PROBLEM REQUIREMENTS
Lines below that include the word "check" should each be copied.

INFORMATION

○ ○ ○ ○ ○

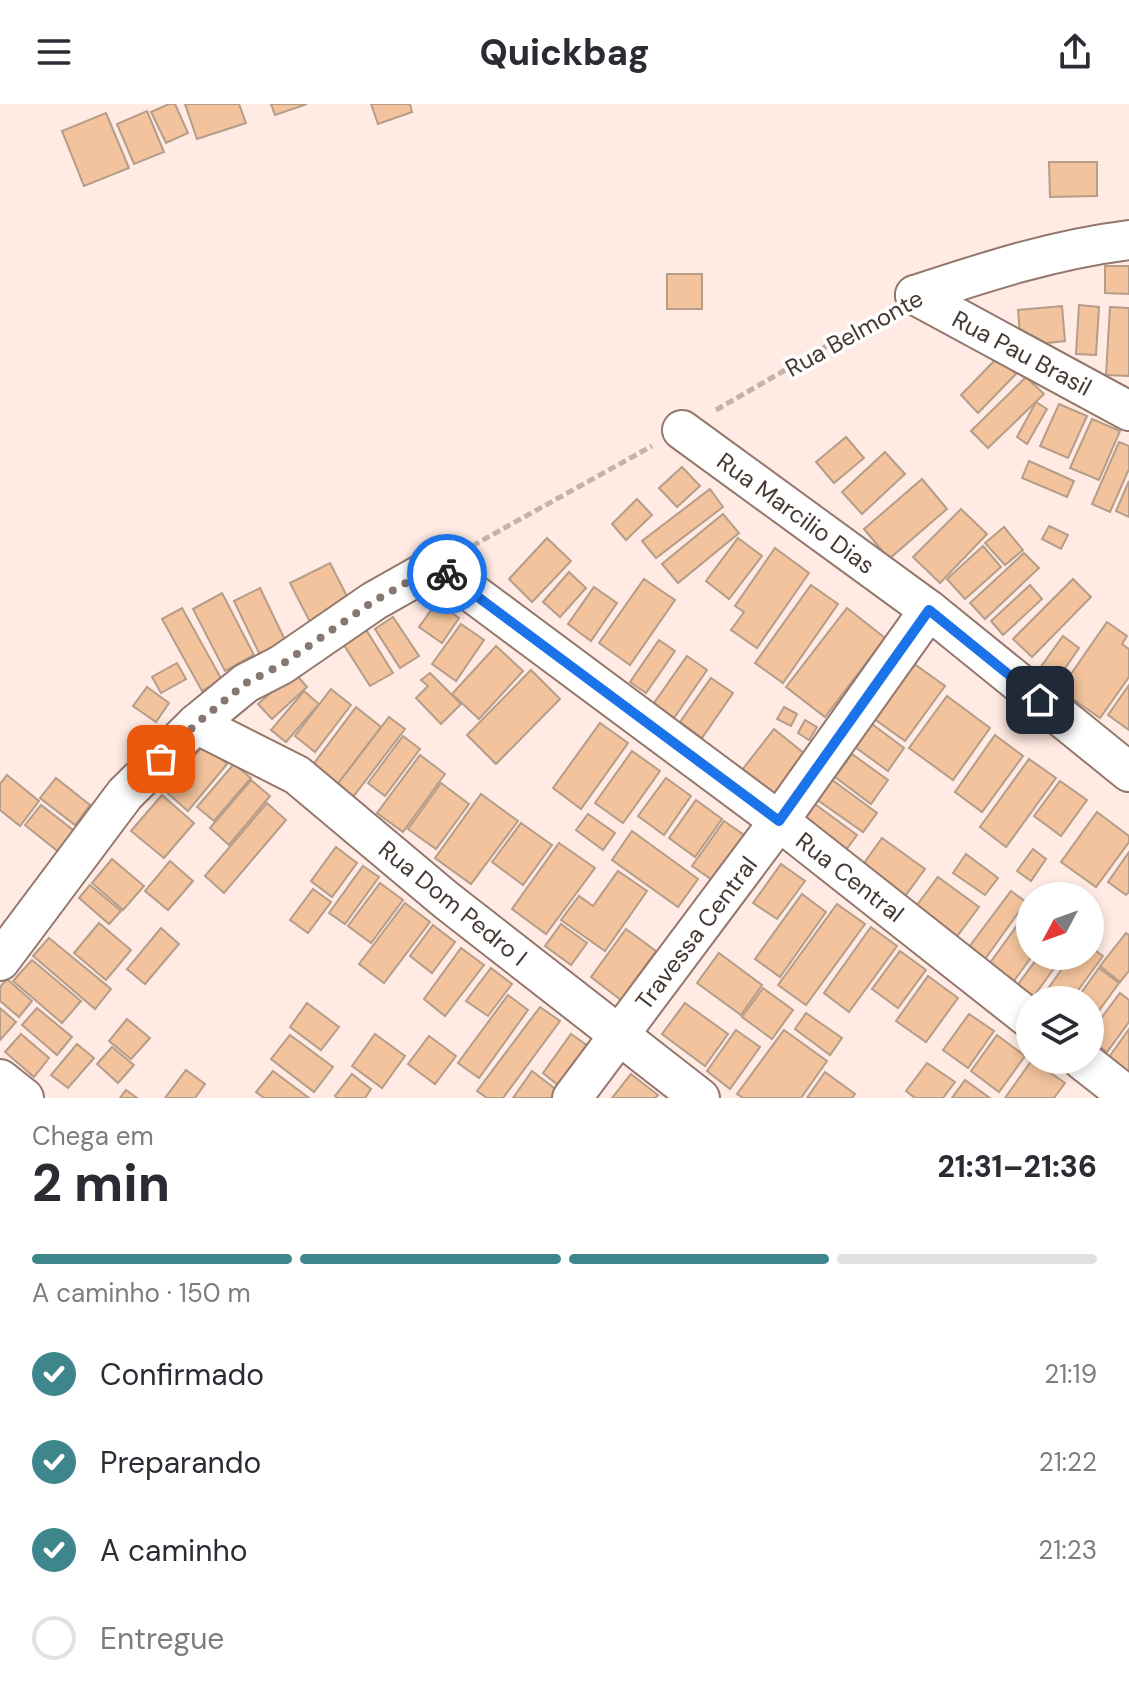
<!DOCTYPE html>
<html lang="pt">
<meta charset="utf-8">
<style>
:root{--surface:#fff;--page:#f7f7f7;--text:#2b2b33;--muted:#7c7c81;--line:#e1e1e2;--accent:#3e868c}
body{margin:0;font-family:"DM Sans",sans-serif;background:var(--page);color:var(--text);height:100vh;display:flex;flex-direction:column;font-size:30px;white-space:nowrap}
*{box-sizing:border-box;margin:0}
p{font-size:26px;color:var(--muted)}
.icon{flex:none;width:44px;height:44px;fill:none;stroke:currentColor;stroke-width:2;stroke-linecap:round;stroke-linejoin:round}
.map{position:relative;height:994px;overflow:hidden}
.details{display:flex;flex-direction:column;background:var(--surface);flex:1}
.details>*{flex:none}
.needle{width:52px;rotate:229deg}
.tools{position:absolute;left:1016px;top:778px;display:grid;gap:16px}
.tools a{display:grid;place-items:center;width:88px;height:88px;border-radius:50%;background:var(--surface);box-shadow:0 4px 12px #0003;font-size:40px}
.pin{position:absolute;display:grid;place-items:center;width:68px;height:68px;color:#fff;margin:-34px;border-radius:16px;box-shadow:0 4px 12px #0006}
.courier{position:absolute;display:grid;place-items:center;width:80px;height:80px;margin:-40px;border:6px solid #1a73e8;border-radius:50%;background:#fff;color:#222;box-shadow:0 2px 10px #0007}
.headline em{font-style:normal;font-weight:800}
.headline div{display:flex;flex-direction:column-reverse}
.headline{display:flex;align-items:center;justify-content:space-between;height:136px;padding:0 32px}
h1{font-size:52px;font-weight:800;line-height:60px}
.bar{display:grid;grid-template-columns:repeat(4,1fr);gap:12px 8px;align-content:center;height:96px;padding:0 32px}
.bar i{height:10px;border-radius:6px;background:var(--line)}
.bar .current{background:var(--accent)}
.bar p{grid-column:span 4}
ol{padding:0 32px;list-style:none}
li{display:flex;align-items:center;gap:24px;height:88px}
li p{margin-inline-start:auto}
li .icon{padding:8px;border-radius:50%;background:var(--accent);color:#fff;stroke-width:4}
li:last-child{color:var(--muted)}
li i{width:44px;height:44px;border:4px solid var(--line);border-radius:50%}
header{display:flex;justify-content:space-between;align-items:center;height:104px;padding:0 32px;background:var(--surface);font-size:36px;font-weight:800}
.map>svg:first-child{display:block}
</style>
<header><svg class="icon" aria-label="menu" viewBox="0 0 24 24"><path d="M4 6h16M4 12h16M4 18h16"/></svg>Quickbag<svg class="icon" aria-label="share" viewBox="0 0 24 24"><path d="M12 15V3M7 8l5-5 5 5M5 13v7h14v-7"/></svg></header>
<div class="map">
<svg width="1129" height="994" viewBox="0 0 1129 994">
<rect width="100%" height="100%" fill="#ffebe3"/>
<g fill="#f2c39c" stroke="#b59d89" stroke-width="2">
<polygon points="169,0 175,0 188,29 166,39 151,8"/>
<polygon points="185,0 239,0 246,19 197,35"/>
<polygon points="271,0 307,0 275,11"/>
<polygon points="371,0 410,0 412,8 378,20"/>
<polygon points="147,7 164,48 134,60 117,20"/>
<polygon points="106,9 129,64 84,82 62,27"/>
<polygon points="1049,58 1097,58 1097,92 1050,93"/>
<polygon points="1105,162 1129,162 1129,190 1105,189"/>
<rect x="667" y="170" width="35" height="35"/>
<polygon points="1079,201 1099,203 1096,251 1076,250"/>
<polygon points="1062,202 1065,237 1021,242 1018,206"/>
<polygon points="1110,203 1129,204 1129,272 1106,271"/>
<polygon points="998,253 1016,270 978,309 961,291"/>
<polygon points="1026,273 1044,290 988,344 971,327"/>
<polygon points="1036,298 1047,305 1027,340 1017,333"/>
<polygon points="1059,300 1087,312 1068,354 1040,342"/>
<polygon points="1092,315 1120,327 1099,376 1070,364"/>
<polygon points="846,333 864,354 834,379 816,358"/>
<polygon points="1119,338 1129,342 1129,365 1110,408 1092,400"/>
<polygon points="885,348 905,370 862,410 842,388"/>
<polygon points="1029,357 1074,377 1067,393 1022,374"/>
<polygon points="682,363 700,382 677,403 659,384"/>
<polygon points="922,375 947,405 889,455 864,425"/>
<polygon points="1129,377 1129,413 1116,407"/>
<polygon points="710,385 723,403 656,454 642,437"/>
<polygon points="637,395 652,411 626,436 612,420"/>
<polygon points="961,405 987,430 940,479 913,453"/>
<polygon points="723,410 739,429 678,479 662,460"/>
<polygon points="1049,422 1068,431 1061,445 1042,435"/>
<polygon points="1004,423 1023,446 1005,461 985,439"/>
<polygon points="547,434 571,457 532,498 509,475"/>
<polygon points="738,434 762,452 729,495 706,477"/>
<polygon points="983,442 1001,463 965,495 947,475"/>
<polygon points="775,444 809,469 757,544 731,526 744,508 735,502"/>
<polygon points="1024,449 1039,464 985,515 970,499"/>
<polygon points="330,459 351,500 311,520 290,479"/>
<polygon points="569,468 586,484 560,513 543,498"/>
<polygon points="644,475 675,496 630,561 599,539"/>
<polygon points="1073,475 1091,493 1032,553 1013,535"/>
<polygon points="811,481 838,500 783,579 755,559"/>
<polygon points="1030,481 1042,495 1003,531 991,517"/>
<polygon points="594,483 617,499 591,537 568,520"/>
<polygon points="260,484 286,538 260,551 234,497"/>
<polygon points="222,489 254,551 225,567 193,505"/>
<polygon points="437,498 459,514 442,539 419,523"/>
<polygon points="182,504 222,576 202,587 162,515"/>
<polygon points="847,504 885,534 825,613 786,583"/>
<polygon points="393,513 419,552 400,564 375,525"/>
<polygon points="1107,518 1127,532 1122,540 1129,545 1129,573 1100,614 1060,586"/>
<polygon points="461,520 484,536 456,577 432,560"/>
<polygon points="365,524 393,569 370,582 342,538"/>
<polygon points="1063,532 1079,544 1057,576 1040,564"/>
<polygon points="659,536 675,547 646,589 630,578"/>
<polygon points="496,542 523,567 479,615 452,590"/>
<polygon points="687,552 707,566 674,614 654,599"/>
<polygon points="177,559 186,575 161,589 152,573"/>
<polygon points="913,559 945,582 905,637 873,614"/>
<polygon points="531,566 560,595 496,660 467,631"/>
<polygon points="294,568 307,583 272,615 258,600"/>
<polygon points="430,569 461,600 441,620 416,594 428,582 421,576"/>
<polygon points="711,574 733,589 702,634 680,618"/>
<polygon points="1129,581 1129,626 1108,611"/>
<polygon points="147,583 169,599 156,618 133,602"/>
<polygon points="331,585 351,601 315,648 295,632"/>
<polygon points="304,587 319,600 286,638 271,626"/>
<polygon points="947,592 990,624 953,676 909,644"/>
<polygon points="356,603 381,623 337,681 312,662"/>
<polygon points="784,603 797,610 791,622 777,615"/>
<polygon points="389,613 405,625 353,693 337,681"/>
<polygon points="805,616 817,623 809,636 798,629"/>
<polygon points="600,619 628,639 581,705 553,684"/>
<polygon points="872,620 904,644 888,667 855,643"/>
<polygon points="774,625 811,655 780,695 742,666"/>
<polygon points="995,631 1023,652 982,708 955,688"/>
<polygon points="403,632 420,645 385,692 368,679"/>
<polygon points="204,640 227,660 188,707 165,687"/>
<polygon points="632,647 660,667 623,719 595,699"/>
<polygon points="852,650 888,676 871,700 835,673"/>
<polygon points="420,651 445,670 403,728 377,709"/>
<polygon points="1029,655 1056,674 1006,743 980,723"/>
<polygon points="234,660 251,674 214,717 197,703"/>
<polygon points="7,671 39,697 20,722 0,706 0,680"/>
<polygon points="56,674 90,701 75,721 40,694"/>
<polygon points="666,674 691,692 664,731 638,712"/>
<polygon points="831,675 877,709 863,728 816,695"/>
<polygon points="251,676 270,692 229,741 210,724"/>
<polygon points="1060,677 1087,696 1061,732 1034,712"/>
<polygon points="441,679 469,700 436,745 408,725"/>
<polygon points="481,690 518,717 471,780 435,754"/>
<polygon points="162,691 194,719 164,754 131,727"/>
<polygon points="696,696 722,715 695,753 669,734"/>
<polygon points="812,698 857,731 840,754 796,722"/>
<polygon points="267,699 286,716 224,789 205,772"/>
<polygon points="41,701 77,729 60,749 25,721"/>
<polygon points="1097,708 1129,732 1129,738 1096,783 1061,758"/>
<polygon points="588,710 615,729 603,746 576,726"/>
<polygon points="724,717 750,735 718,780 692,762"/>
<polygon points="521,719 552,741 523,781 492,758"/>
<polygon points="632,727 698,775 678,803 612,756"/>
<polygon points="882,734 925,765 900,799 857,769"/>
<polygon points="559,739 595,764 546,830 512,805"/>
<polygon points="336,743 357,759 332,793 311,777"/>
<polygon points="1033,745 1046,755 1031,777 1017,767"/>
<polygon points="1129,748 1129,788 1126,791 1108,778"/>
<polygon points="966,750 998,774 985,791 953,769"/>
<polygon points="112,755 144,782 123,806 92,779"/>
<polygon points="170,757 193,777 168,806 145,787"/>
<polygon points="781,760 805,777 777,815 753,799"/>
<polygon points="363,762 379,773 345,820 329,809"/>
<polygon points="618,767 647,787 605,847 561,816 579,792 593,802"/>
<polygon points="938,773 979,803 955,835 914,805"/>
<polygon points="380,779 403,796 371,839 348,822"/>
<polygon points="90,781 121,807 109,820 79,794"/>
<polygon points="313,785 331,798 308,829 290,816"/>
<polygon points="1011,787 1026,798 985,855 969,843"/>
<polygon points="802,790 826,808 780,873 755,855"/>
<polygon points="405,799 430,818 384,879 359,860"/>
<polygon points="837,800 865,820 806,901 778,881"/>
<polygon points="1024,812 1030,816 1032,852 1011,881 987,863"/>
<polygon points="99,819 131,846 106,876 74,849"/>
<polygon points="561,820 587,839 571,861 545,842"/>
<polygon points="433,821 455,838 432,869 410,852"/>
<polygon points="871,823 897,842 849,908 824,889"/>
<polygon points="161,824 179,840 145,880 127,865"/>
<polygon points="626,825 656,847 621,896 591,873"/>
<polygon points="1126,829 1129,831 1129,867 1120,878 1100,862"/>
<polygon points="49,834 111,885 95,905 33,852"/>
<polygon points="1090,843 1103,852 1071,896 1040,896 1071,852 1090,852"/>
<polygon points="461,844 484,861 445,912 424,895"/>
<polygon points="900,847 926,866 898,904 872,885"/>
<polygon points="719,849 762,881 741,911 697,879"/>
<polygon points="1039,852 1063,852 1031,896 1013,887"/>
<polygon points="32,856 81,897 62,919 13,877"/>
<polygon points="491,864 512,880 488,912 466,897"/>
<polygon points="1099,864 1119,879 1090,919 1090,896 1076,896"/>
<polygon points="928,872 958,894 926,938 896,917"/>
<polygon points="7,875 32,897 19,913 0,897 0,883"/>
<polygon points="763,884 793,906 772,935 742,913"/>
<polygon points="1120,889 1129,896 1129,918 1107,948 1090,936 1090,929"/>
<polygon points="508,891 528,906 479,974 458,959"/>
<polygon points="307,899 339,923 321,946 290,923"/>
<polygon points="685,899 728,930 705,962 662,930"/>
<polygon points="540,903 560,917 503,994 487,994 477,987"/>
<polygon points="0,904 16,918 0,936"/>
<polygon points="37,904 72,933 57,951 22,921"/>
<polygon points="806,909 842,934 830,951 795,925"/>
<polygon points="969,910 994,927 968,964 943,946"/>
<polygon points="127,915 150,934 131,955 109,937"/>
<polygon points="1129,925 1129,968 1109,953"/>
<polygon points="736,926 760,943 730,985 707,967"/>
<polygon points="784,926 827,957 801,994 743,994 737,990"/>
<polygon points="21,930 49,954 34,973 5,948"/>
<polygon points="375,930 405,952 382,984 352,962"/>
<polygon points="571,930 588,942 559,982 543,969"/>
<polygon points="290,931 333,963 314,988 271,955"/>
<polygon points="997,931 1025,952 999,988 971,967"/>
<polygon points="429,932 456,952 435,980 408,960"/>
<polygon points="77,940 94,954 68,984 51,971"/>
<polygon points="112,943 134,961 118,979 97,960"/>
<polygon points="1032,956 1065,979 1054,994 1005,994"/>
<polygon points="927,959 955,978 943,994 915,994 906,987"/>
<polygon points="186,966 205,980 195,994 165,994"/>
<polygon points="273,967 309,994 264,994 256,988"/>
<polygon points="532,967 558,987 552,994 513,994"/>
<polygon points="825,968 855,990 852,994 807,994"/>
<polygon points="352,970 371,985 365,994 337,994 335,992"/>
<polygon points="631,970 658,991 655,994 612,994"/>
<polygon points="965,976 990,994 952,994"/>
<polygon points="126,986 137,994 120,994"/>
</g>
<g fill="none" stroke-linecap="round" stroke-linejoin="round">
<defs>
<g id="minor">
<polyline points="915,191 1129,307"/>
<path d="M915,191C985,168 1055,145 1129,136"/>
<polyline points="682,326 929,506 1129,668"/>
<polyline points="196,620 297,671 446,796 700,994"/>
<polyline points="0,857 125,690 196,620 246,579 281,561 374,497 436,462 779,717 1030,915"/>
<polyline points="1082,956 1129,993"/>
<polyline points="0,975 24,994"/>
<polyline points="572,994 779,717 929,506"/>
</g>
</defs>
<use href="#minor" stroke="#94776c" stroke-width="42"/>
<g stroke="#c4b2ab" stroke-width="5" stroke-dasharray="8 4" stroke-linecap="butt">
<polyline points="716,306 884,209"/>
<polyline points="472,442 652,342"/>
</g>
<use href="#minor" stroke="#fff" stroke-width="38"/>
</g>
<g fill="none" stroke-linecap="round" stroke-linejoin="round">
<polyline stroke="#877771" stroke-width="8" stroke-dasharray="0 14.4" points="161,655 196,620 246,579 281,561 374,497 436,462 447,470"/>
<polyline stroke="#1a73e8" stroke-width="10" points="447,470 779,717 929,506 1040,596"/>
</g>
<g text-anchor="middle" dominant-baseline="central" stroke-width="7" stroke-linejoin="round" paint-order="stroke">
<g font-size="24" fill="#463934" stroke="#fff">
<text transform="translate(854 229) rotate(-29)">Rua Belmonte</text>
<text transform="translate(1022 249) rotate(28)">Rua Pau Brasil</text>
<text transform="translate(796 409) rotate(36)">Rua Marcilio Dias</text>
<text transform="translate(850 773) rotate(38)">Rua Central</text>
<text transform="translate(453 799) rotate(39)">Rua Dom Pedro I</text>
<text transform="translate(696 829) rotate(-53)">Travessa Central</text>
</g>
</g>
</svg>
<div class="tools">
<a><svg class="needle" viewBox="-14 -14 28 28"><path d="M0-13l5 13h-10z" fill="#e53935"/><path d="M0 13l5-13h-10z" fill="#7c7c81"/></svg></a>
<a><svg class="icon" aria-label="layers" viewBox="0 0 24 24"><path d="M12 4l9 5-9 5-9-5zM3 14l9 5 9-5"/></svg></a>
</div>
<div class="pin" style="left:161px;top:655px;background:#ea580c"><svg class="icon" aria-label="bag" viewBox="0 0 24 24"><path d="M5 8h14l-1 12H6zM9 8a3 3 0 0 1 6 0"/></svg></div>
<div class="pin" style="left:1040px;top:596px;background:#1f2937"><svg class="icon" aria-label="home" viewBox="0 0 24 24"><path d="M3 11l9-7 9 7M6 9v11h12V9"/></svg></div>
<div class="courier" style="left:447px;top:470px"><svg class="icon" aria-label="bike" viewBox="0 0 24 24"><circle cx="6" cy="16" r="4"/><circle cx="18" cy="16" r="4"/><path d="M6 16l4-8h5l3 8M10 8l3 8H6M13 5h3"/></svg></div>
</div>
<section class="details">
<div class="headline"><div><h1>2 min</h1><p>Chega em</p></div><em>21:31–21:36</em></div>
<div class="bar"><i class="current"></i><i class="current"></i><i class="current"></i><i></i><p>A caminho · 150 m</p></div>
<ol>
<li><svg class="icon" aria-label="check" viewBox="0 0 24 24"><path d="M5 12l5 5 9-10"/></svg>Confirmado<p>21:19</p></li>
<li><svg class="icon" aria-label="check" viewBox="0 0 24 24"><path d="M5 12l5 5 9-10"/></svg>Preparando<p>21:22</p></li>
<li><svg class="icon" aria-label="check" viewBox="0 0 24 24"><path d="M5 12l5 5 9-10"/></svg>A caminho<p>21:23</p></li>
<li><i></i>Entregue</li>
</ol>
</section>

○ ○ ○ ○ ○

RESULT FOR THIS TASK
<li><svg class="icon" aria-label="check" viewBox="0 0 24 24"><path d="M5 12l5 5 9-10"/></svg>Confirmado<p>21:19</p></li>
<li><svg class="icon" aria-label="check" viewBox="0 0 24 24"><path d="M5 12l5 5 9-10"/></svg>Preparando<p>21:22</p></li>
<li><svg class="icon" aria-label="check" viewBox="0 0 24 24"><path d="M5 12l5 5 9-10"/></svg>A caminho<p>21:23</p></li>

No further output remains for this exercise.